I also agree with beauty. I don't like the nasty, grubby, vicious stories, I want to be uplifted or swept along. Ballard, Coetzee, William S Burroughs - just no.

@Silverbirchleaf and @mathanxiety - When I said I visualise, I don't ever see faces. Just a general impression of physicality, style and movement. I'm not inventive enough to see whole people.

@QuietlyWonderful - if I love a book, I won't watch a film or TV version. I don't want the images in my mind overwritten with the strong visuals of the film. I still haven't seen Life Of Pi and it took me 15 years to be ready to watch Gregory Peck as Atticus in TKAM.

It's interesting listening to other people's experiences.

OP posts:
Arlanymor · 01/02/2026 19:27

@BeaAndBen Oh I don't like him as a character at all!

dairydebris · 01/02/2026 19:33

No minds eye over here, so I don't visualize a thing.
I enjoy well used language, and get into the emotion and pace of a story. I enjoy descriptions and find they can build atmosphere and feeling for me.

I have a theory that somewhere in my brain a picture is being created but its outside of my consciousness. Often movies of books are all wrong. I know my brain can make images because I dream in 'pictures' and can recognize faces etc. I think its a processing failure.

tobee · 02/02/2026 02:51

I only realised fairly recently that I really strongly visualise places when I read. I have very clear images of the houses in Diary of a Provincial Lady and in The Paying Guests for example. But the people are much more shadowy to me. Their faces are just an outline mostly. No idea why or what this means.

NowInNovember · 05/02/2026 22:45

I see what I'm reading as a movie. I was an early reader and I could always visualise very easily if I like the book. I was probably an adult when I realised that not everyone does the same.
It's not just reading that I visualise. I basically see what's in front of me and also a video running in my mind's eye constantly. I can also imagine a static image and flick between it and the moving image in my mind.

FruAashild · 06/02/2026 15:45

tobee · 02/02/2026 02:51

I only realised fairly recently that I really strongly visualise places when I read. I have very clear images of the houses in Diary of a Provincial Lady and in The Paying Guests for example. But the people are much more shadowy to me. Their faces are just an outline mostly. No idea why or what this means.

Edited

Yes, I visualise places and landscapes much more than people and yes to those two books, I actually had to think for a second if I'd seen a TV series of The Paying Guest, the house is such a presence in that book.

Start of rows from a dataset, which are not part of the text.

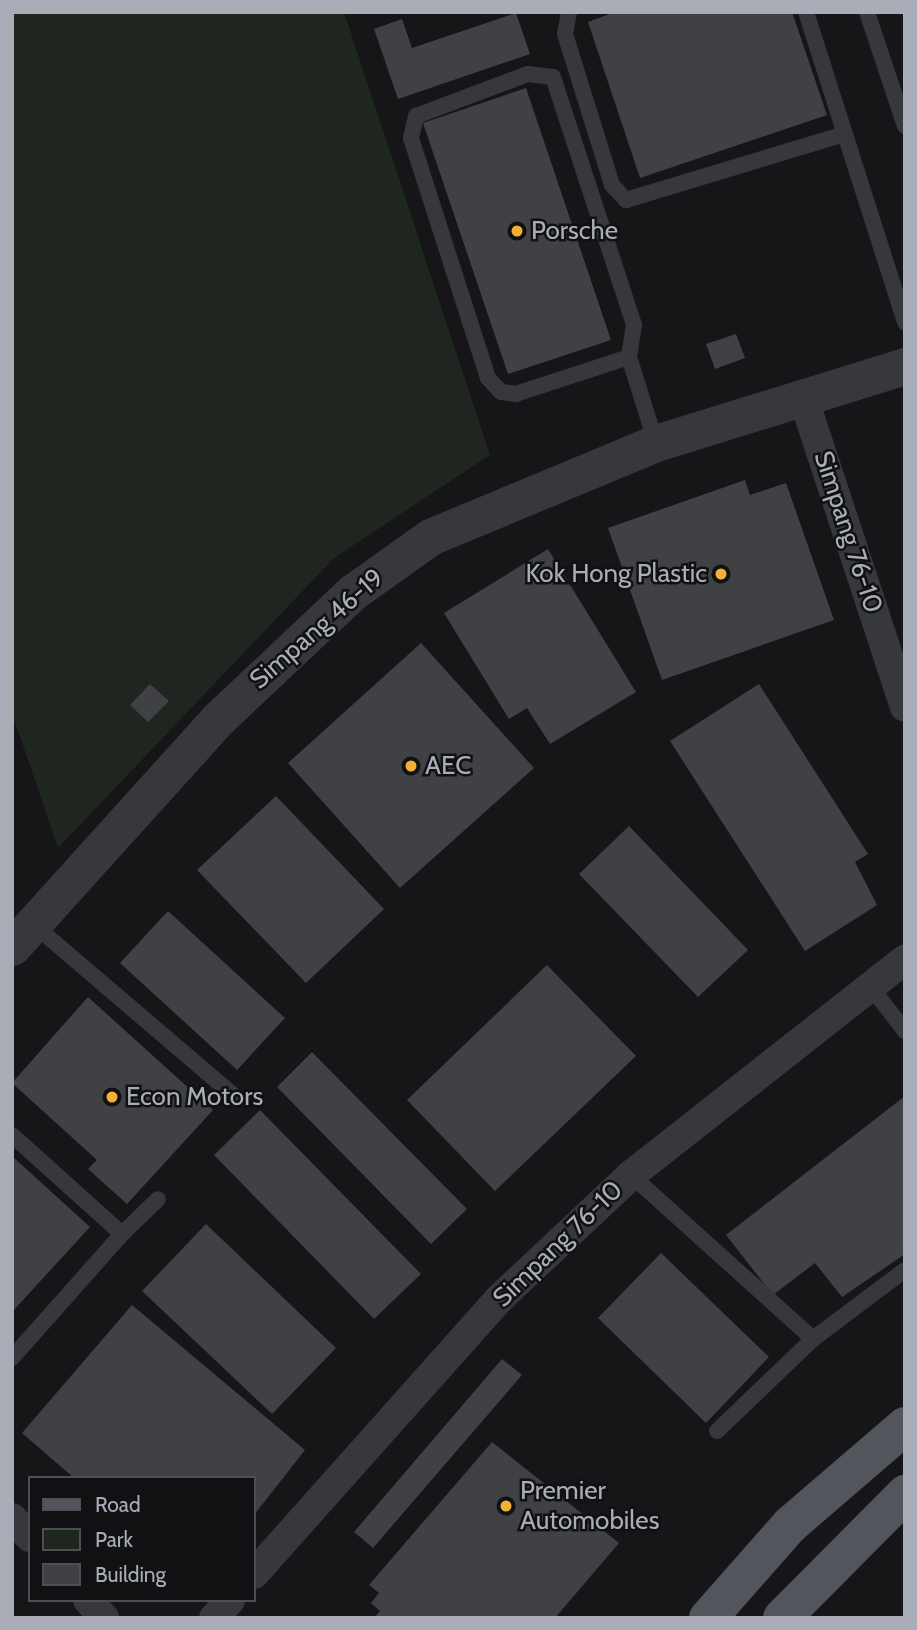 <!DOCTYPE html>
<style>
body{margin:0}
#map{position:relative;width:917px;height:1630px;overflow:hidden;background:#161618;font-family:Cabin,sans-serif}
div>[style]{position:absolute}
.green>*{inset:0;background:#1e261f}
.building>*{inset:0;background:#404145}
.service>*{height:16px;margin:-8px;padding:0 8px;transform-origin:8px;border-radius:8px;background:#37383d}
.minor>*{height:30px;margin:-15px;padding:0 15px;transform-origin:15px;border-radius:15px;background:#37383d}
.tertiary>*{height:37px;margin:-18.5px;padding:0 18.5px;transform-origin:18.5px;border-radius:18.5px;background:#37383d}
.primary>*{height:38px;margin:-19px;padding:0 19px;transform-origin:19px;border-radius:19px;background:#53555c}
.dots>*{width:19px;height:19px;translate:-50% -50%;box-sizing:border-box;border:4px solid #111113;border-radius:50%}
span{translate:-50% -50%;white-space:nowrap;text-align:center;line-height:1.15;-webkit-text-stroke:5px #111113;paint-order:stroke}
.poi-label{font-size:26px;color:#a8adb8}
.left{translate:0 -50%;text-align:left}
.right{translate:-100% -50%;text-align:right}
.street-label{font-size:26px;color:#a8adb8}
.frame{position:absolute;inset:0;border:14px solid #a8adb8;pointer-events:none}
.legend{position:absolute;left:28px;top:1476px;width:228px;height:126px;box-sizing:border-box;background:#111113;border:2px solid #4d4f55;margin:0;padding:9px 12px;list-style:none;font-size:21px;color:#a8adb8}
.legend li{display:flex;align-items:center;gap:14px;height:35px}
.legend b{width:35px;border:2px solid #4d4f55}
</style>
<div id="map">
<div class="green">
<div style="clip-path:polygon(12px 12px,344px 12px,490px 455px,334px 558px,58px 848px,12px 713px)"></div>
</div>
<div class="building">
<div style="clip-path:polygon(615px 12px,792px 12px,827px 115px,640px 178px,588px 22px)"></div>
<div style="clip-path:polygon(516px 13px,530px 54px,398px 99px,374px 29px,402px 19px,412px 48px)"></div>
<div style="clip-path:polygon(526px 88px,611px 340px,508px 374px,423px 123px)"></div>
<div style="clip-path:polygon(736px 334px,745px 358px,715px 369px,706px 344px)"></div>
<div style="clip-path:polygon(745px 480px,750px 495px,786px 483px,834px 620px,662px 680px,608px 528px)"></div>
<div style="clip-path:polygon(548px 549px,636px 692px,550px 744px,527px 708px,509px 719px,444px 613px)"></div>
<div style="clip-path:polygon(421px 643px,534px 768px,400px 888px,288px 763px)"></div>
<div style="clip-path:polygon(150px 684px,169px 701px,148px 722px,130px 705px)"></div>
<div style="clip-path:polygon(759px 684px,868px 854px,855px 862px,877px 905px,805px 951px,670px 741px)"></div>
<div style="clip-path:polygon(276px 796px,384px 909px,306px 983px,197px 870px)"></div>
<div style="clip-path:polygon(629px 826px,748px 950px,698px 997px,579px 874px)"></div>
<div style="clip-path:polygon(168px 911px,285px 1018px,237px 1070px,120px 963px)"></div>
<div style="clip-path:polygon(547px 965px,636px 1056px,495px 1191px,407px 1100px)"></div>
<div style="clip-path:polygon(88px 997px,213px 1110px,127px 1204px,88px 1169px,97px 1160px,12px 1083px)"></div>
<div style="clip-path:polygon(312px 1052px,467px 1209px,431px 1244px,277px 1087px)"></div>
<div style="clip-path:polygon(905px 1096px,905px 1254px,842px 1297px,815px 1263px,773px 1295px,726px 1235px)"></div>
<div style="clip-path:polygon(260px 1110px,421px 1274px,374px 1319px,214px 1155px)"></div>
<div style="clip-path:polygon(12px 1156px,90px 1227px,12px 1312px)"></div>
<div style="clip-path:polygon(206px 1224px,336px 1348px,272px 1414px,142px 1291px)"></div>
<div style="clip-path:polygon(661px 1253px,769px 1357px,706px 1423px,598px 1318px)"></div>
<div style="clip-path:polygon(132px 1305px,305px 1450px,254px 1515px,254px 1478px,74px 1478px,22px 1433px)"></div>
<div style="clip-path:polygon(502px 1359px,522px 1375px,373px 1548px,354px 1532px)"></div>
<div style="clip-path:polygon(492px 1442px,619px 1543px,555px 1618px,374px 1618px,380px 1611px,371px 1603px,379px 1593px,369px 1585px)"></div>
</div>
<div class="service">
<div style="left:569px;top:12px;width:22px;rotate:100deg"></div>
<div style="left:565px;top:34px;width:158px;rotate:72.7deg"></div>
<div style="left:612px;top:185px;width:21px;rotate:47deg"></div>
<div style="left:626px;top:200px;width:228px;rotate:-16.8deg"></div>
<div style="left:806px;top:12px;width:326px;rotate:72.3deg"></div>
<div style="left:867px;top:12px;width:120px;rotate:71.6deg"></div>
<div style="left:629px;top:357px;width:119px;rotate:161.9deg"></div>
<div style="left:516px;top:394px;width:15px;rotate:-172deg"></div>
<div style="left:501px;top:392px;width:19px;rotate:-133deg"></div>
<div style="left:488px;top:378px;width:252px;rotate:-107.8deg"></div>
<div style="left:411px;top:138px;width:23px;rotate:-77deg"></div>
<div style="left:416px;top:116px;width:120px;rotate:-20.6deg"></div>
<div style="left:528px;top:74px;width:25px;rotate:7deg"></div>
<div style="left:553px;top:77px;width:261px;rotate:71.9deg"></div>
<div style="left:634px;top:325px;width:32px;rotate:99deg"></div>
<div style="left:629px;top:357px;width:90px;rotate:72.6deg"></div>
<div style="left:33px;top:924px;width:263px;rotate:40.5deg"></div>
<div style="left:870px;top:986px;width:57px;rotate:52.1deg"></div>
<div style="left:12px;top:1135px;width:148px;rotate:42deg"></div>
<div style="left:122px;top:1234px;width:166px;rotate:131.6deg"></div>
<div style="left:631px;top:1175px;width:245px;rotate:42deg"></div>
<div style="left:813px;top:1339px;width:115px;rotate:-36.9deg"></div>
<div style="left:122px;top:1234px;width:50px;rotate:-44.2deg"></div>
<div style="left:717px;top:1431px;width:133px;rotate:-43.8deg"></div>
</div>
<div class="minor">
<div style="left:803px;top:397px;width:326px;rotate:71.8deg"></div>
<div style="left:12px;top:1518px;width:26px;rotate:47deg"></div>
<div style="left:254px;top:1574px;width:367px;rotate:-48.3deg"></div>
<div style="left:498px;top:1300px;width:183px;rotate:-43.2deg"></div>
<div style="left:631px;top:1175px;width:349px;rotate:-38.2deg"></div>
<div style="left:88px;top:1600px;width:24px;rotate:48deg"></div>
<div style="left:214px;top:1618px;width:24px;rotate:-48deg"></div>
</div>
<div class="tertiary">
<div style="left:12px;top:947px;width:306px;rotate:-47.9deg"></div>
<div style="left:217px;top:720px;width:187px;rotate:-43.3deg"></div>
<div style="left:353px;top:592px;width:95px;rotate:-35.5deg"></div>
<div style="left:430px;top:537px;width:245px;rotate:-22.6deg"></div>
<div style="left:656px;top:443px;width:261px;rotate:-17.2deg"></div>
</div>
<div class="primary">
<div style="left:708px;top:1618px;width:124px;rotate:-48.6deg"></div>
<div style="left:790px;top:1525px;width:152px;rotate:-40.7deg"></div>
<div style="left:782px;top:1618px;width:175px;rotate:-45.2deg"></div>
</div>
<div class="dots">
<div style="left:517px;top:231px;background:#f2b134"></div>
<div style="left:721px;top:574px;background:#f2b134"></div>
<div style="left:411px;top:766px;background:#f2b134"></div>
<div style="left:112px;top:1097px;background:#f2b134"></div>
<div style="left:506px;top:1506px;background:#f2b134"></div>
</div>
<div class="poi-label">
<span class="left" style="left:531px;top:231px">Porsche</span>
<span class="right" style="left:707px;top:574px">Kok Hong Plastic</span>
<span class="left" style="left:425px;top:766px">AEC</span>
<span class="left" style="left:126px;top:1097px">Econ Motors</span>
<span class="left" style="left:520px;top:1506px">Premier<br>Automobiles</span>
</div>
<div class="street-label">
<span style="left:848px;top:532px;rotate:72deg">Simpang 76-10</span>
<span style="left:317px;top:629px;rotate:-41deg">Simpang 46-19</span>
<span style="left:558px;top:1244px;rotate:-44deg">Simpang 76-10</span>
</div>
<div class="frame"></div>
<ul class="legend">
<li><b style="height:9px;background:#53555c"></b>Road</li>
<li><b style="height:19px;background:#1e261f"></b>Park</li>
<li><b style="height:19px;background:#404145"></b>Building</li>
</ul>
</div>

DoAWheelie · 09/02/2026 12:46

I visually see the entire thing playing out in my head like watching a film. When I get into that reading flow state when the world melts away I feel as though I'm just sitting and watching the show in my head and don't really notice that I'm actually reading.

Audiobooks have an even stronger effect on me since you have the bonus of all characters having different voices (if it's a good narrator!) and no pauses in action as I turn pages/work the cramps out of my hands/neck. I often think I've been listening for around 45 mins only to find it's been 6+ hours and I'm actually desperate for the loo and incredibly thirsty!

Avie29 · 20/02/2026 22:41

I visually see/hear everything, like watching a film- so much so i have actually gone to pause my kindle before putting it down 😂

DoAWheelie · 21/02/2026 08:21

Avie29 · 20/02/2026 22:41

I visually see/hear everything, like watching a film- so much so i have actually gone to pause my kindle before putting it down 😂

I have, more than once, put a book down because "there is an interesting part happening and I need to concentrate" only to be momentarily confused at why the film in my head stopped.